I'll second that, if that is needed.


----------



## Bonetan (Dec 22, 2016)

Nothing ever came of this eh? I had such hope lol. I feel like Idiat and Rogerx should just send videos to each other...


----------



## adriesba (Dec 30, 2019)

Bonetan said:


> Nothing ever came of this eh? I had such hope lol. I feel like Idiat and Rogerx should just send videos to each other...


Either way, glad to see you back.


----------



## The Conte (May 31, 2015)

Someone said it was worth leaving it and raising it again.

For clarity's sake and for those who missed this first time round, here is the proposal:

There are a number of threads in which a very small number of forum participants post YouTube videos once or twice a day with little comment and no discussion. (The threads are listed below.)

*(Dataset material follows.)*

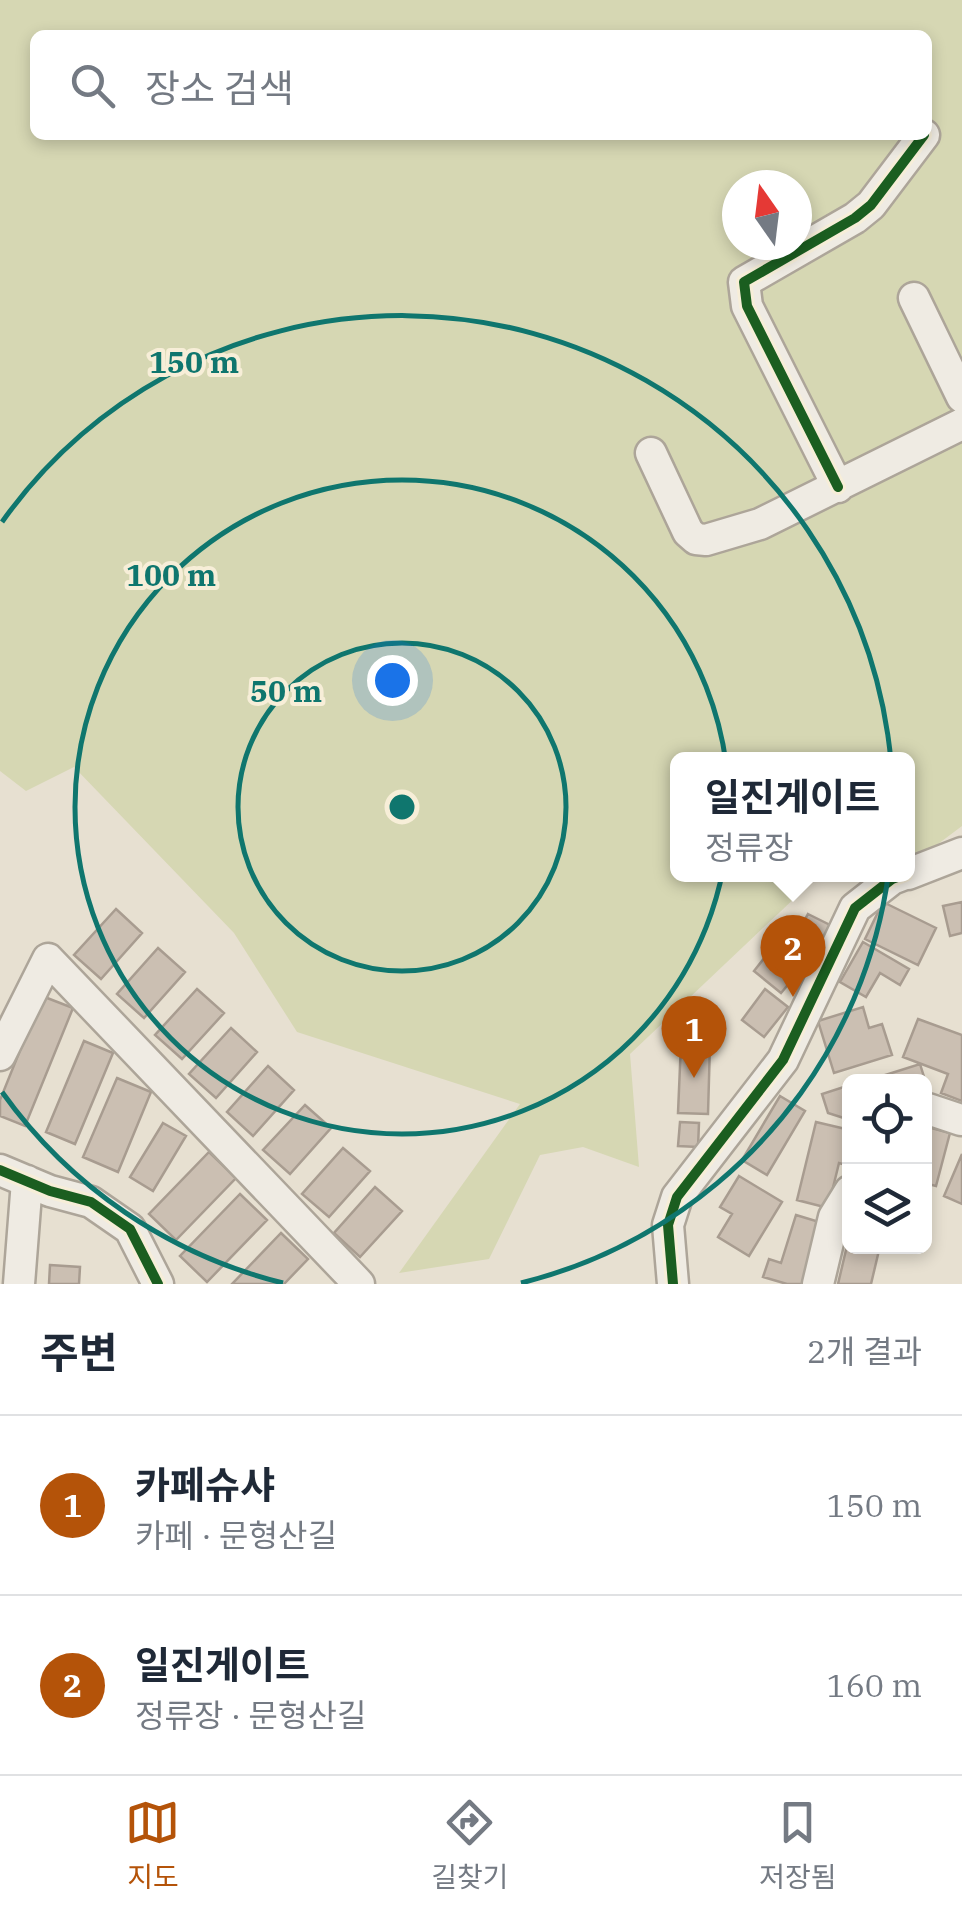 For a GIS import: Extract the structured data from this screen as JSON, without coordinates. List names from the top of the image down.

Myself and some others here have no interest in these threads and they are clogging up the main forum and the discussion threads. Therefore we suggest that the daily YouTube threads (only those listed below) be moved into a specific sub forum, so that those who enjoy posting them/watching the videos can still do so, whilst the rest of us can get straight to the discussion threads without having to pick through the YouTube jukebox.

This isn't a suggestion to stop people posting YouTube videos (either to illustrate a point or as a starting point for a discussion) that would continue as per usual in the main forum. It's only the threads that have nothing in other than a daily YouTube video posting.

Could we have a sub forum for the following threads?

Opera Youtube Thread - Opera Youtube thread
5 Minutes to Make You Love Opera - 5 Minutes to Make You Love Opera
Most beautiful operatic duet - Most beautiful operatic duet
Most beautiful soprano aria - Most beautiful soprano aria?
Favourite Arias - Favorite Arias
Most Beautiful aria for male voice - Most Beautiful aria for male voice.
Mezzo arias; the best of both worlds - Mezzo arias; the best of both worlds
Favourite Opera Choruses - Favorite Opera Choruses
One Opera Overture a day keeps the doctor away - One Opera Overture a day keeps the doctor away .

I hadn't realised there were quite so many until I listed them!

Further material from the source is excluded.